Assignment -
Count every line in the data that contains the word "them", then report that number alone.

──────── Input material ────────

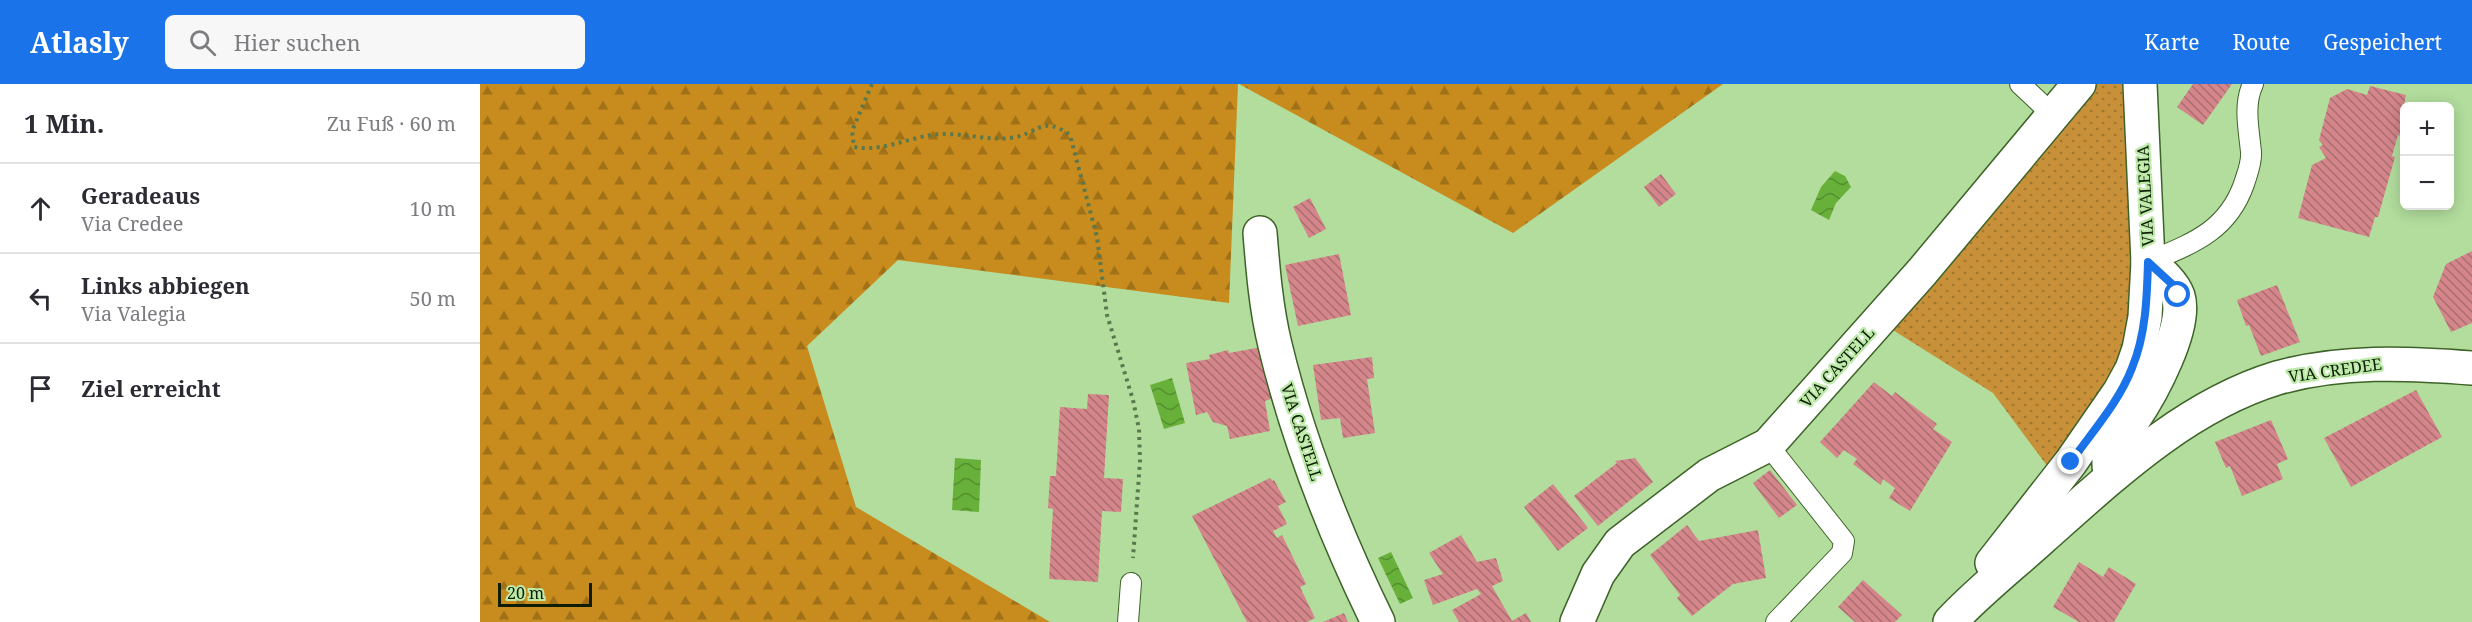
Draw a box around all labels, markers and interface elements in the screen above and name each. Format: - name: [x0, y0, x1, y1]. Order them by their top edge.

────────
──────── Input material ────────

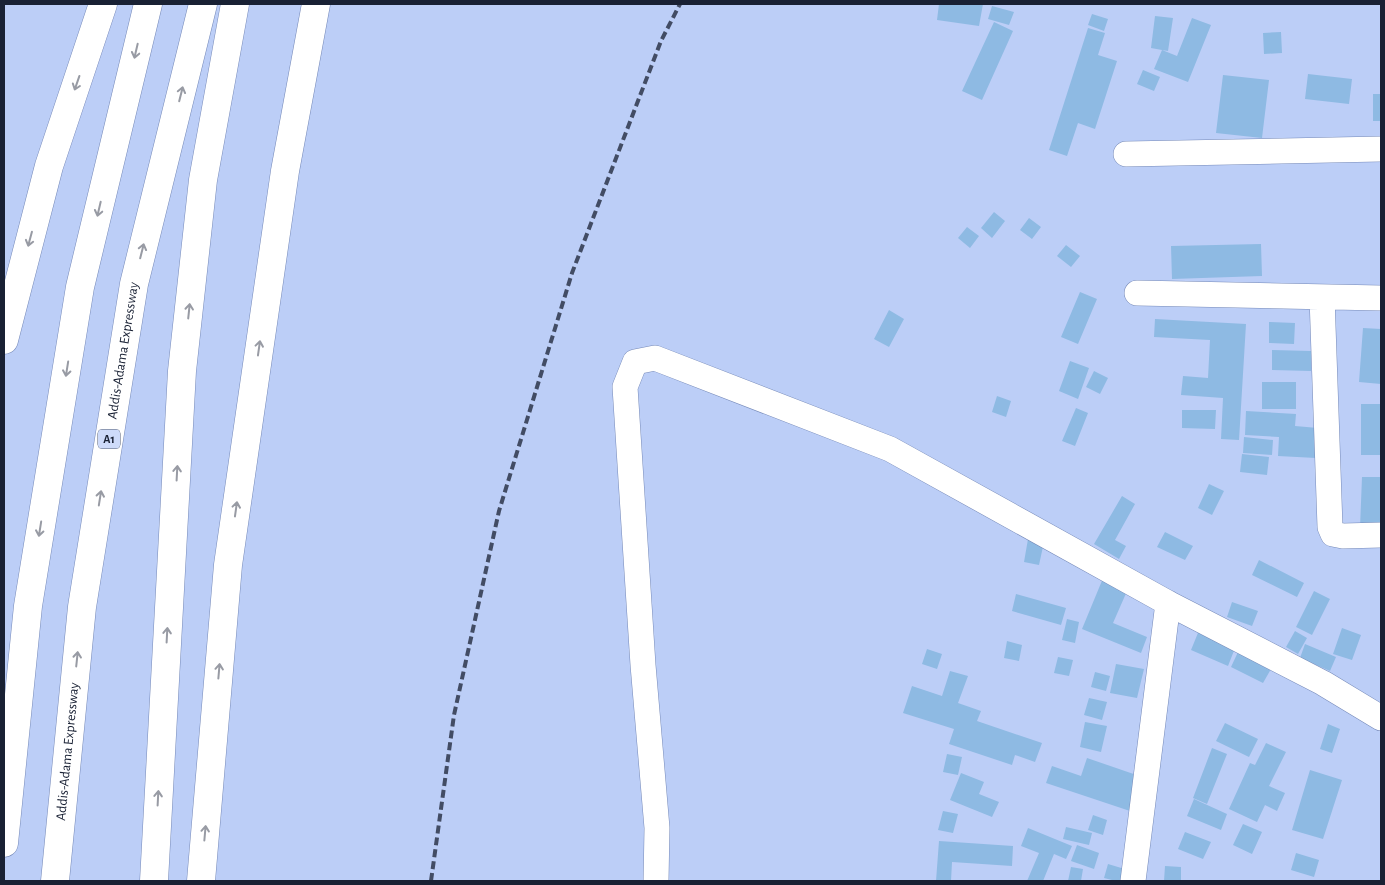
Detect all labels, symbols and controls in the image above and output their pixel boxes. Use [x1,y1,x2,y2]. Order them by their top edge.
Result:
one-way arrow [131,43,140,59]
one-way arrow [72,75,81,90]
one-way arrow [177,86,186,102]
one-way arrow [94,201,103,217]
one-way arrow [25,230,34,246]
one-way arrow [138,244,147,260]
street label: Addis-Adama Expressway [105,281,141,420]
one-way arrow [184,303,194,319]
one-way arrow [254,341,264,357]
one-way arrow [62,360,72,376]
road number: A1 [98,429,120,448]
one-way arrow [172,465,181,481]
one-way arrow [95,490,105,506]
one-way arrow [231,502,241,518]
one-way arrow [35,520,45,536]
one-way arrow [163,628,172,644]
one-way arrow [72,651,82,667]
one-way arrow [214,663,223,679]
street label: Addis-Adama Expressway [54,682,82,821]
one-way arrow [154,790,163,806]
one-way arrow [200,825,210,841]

────────

Written solution -
2